One focus of the ongoing drill is maritime safety, as well as search and rescue operations featuring the Code for Unplanned Encounters at Sea (CUES).

The code is an agreement reached at the 2014 Western Pacific Naval Symposium to reduce the chance of an incident at sea between signatory countries, and to prevent any conflict from escalating.

The code, a set of communications protocols, was first broached a decade earlier, but China opposed earlier versions, reportedly unhappy with the word “code” (implying legal force) in the title.

China later made it clear that its support for the CUES did not suggest any change in its position on its territorial claims that covered the majority of the South China Sea.

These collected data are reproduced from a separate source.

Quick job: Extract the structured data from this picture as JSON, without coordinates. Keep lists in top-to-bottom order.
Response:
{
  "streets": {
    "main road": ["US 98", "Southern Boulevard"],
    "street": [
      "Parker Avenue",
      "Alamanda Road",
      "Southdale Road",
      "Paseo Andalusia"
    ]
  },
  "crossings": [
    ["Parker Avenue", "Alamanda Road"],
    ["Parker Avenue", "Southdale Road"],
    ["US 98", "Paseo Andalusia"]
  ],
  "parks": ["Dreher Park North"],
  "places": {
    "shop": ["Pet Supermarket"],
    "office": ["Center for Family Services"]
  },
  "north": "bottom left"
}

In December 2014, the Chinese and US navies practiced for unplanned encounters during an anti-piracy exercise in the Gulf of Aden and during the 2015 deployment of the USS Fort Worth to the South China Sea. The US littoral combat ship encountered several Chinese warships, the first time that the CUES rules were put into practice in a “professional” manner.

Maritime drill off Malaysia also

Apart from the maritime drill off China, armed forces from the PLA, Malaysia and Thailand are conducting a 10-day drill in areas off Port Dickson in Malaysia.

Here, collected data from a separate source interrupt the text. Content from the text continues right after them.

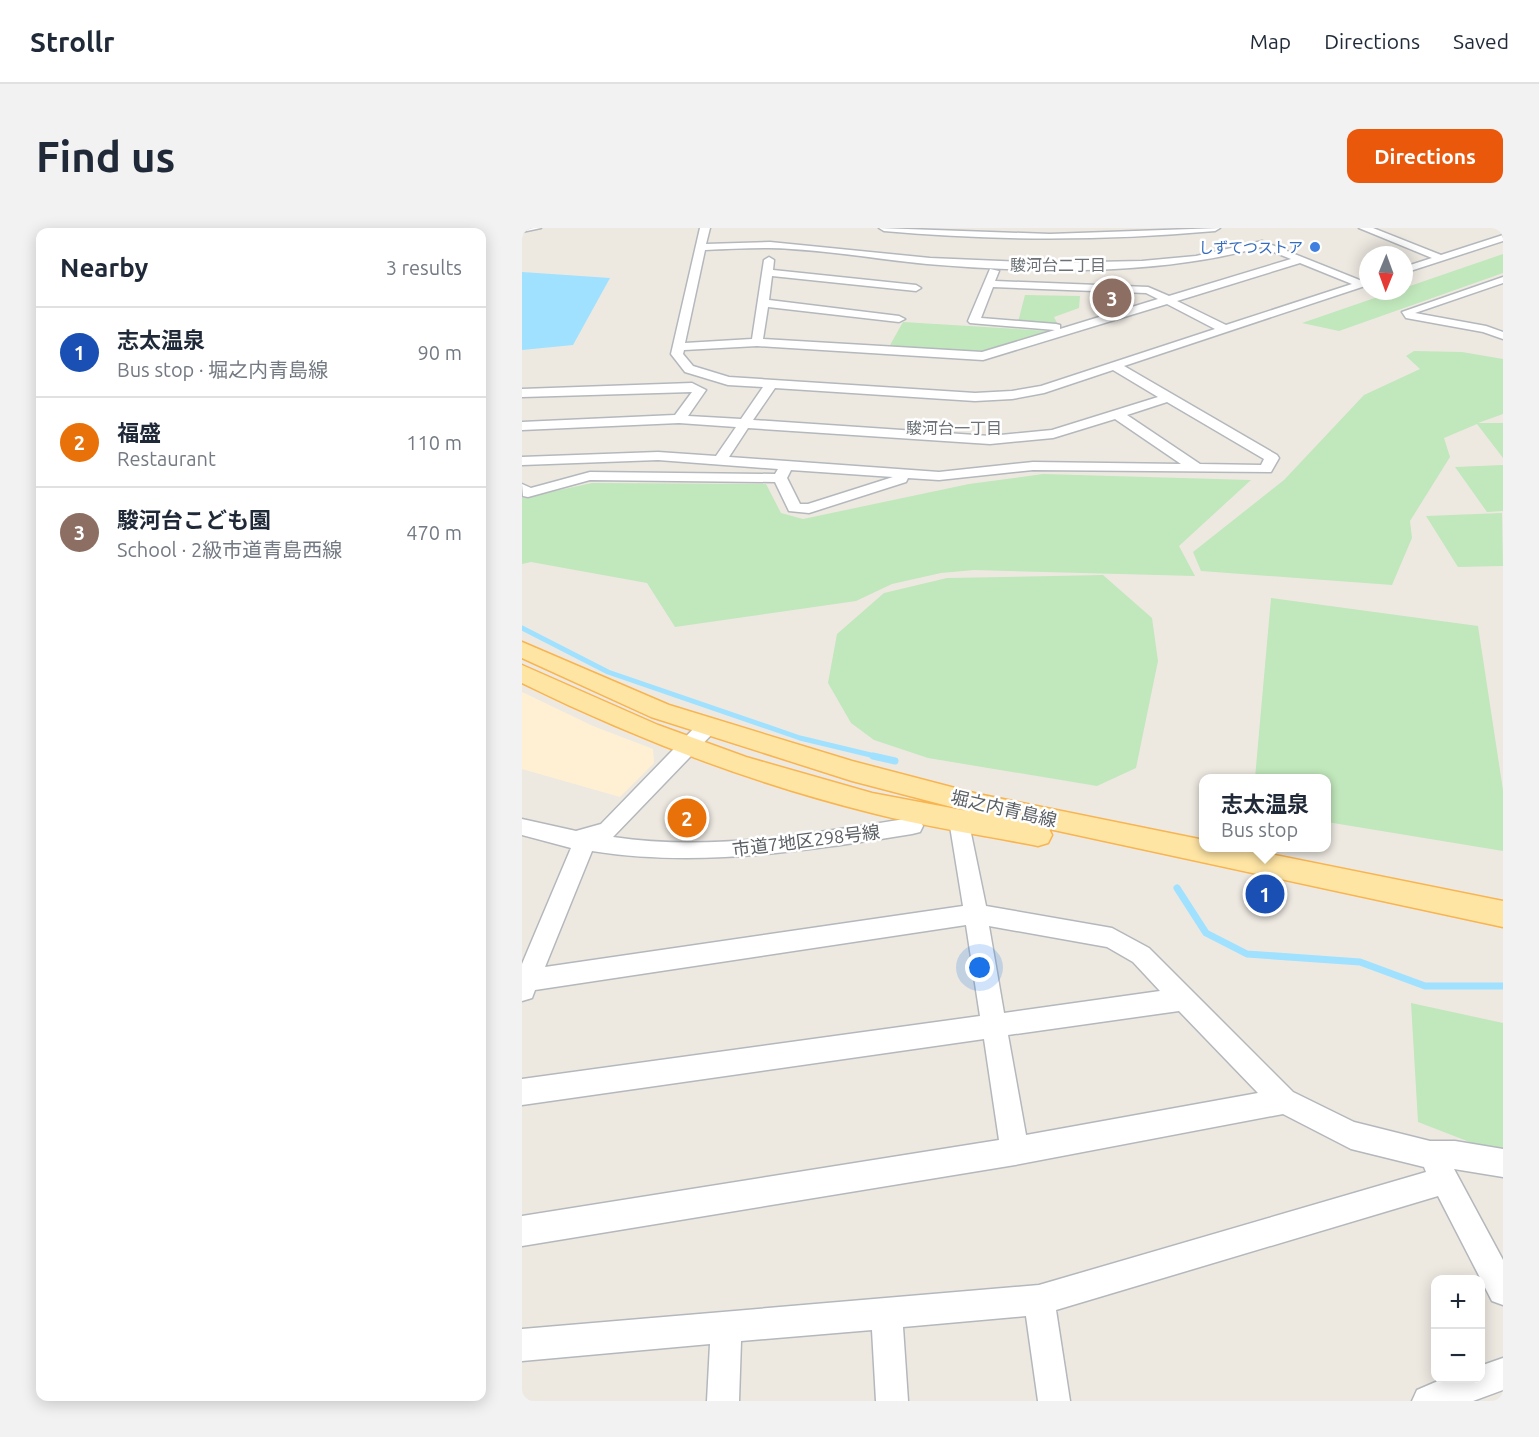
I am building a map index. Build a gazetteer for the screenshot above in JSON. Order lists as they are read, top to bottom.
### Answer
{
  "streets": {
    "main road": ["堀之内青島線"],
    "street": ["市道7地区298号線"]
  },
  "districts": ["駿河台二丁目", "駿河台一丁目"],
  "places": ["しずてつストア"],
  "north": "bottom",
  "page": {
    "header": "Strollr",
    "nav": ["Map", "Directions", "Saved"],
    "buttons": "Directions",
    "title": "Find us",
    "heading": ["Nearby", "3 results"],
    "pins": ["3", "2", "1"],
    "list": [
      {
        "mark": "1",
        "name": "志太温泉",
        "note": "Bus stop · 堀之内青島線",
        "value": "90 m"
      },
      {
        "mark": "2",
        "name": "福盛",
        "note": "Restaurant",
        "value": "110 m"
      },
      {
        "mark": "3",
        "name": "駿河台こども園",
        "note": "School · 2級市道青島西線",
        "value": "470 m"
      }
    ],
    "popup": ["志太温泉", "Bus stop"],
    "map_buttons": ["+", "−"]
  }
}
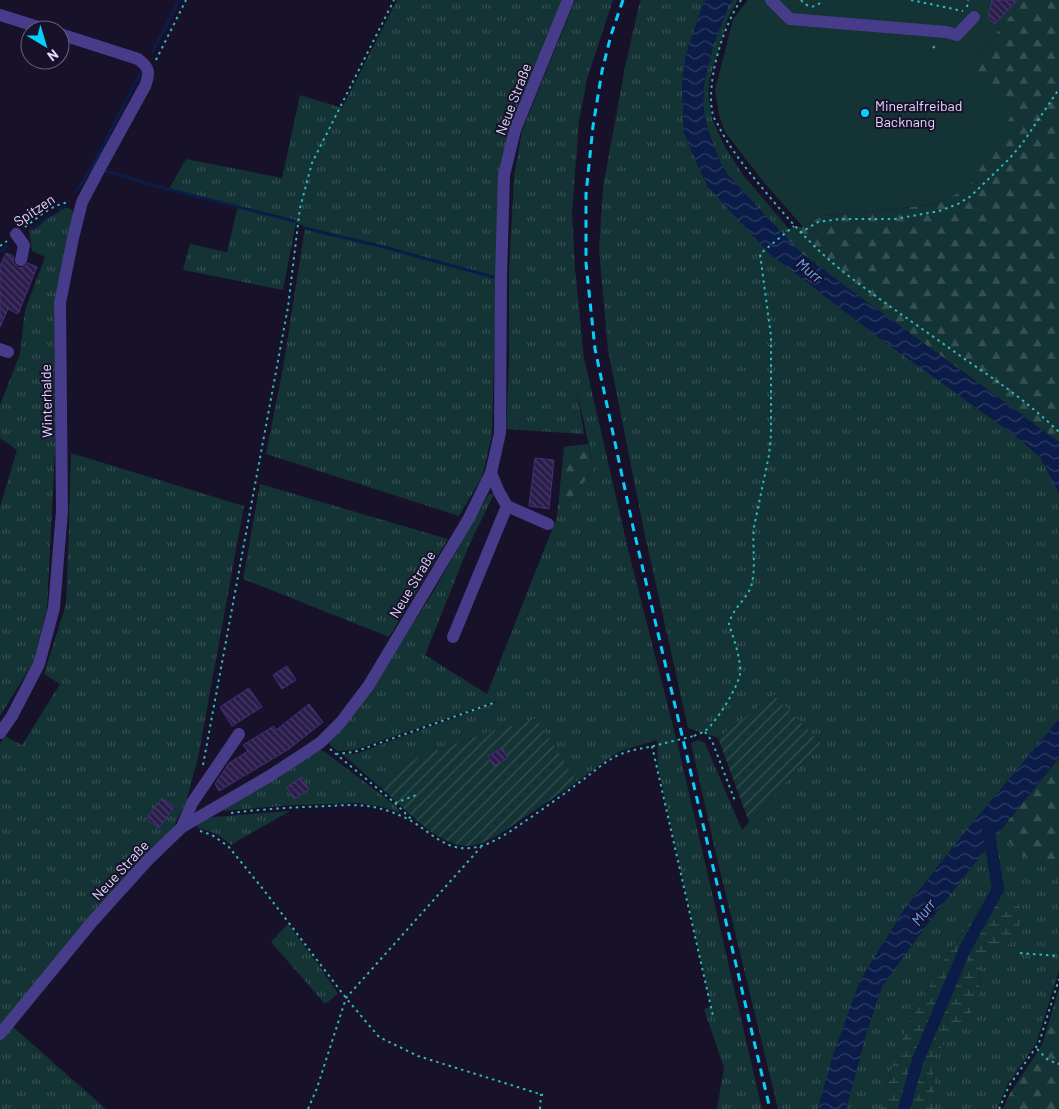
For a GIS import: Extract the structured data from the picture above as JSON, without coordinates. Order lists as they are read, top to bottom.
{
  "streets": {
    "street": ["Neue Straße", "Winterhalde"],
    "path": ["Spitzen"]
  },
  "crossings": [
    ["Spitzen", "Winterhalde"]
  ],
  "water": ["Murr"],
  "places": ["Mineralfreibad Backnang"],
  "north": "bottom right"
}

Some 692 PLA seamen from its Southern Theater Command, including an unspecified number of troops from the Hong Kong and Macao Garrisons, will man the three warships, two shipboard helicopters, three Il-76 airlifters and four armored vehicles in Malaysia, the Chinese defense ministry said in a statement last week.

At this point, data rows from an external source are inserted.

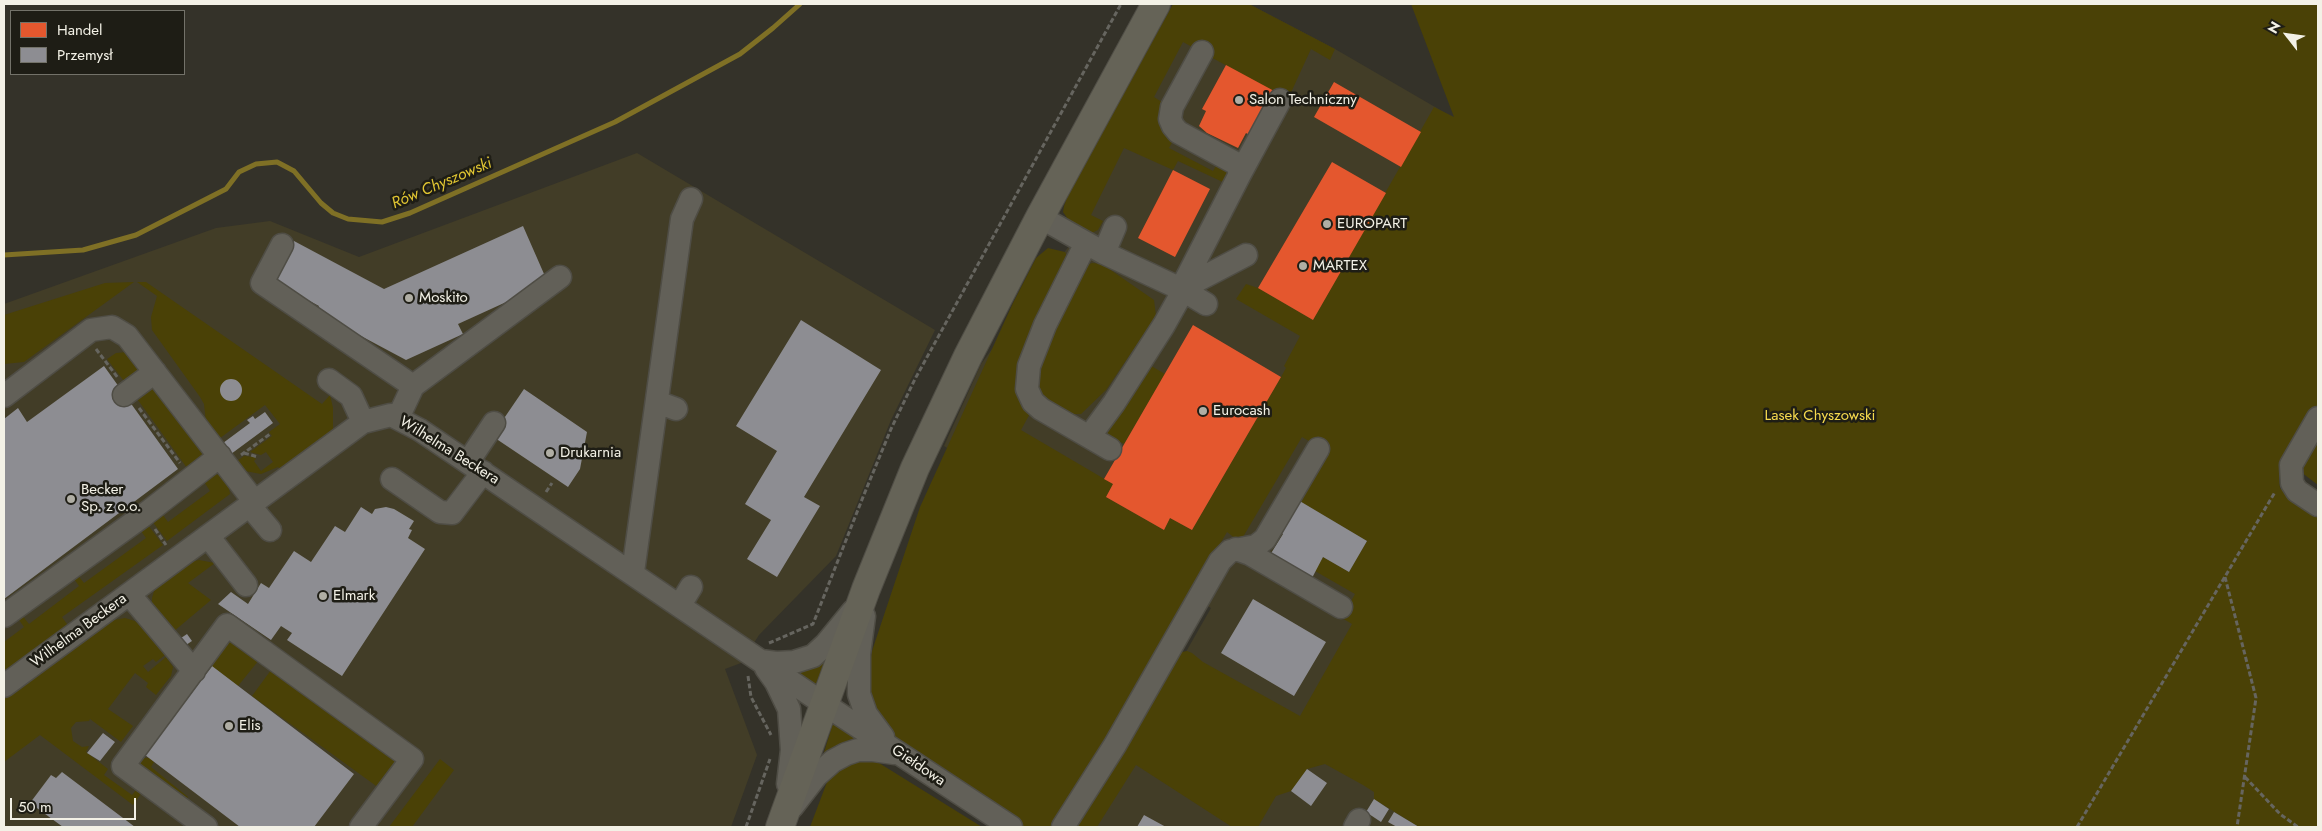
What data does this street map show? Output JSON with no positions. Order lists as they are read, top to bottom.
{
  "streets": {
    "street": ["Wilhelma Beckera", "Giełdowa"]
  },
  "crossings": [
    ["Wilhelma Beckera", "Giełdowa"]
  ],
  "water": ["Rów Chyszowski"],
  "parks": ["Lasek Chyszowski"],
  "places": [
    "Salon Techniczny",
    "EUROPART",
    "MARTEX",
    "Moskito",
    "Eurocash",
    "Drukarnia",
    "Becker Sp. z o.o.",
    "Elmark",
    "Elis"
  ],
  "legend": ["Handel", "Przemysł"],
  "scale_bar": "50 m",
  "north": "top left"
}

Chinese papers said the two drills came in the “most sensitive field of defense”, stressing that China and the ASEAN would cherish the rapport to manage disputes and resist meddling by powers from outside the region.

The Global Times also noted that joint China-ASEAN maritime patrols could possibly take place in the South China Sea.

Yet ASEAN and the US have also signed a deal to hold similar joint drills in the contested waters next year.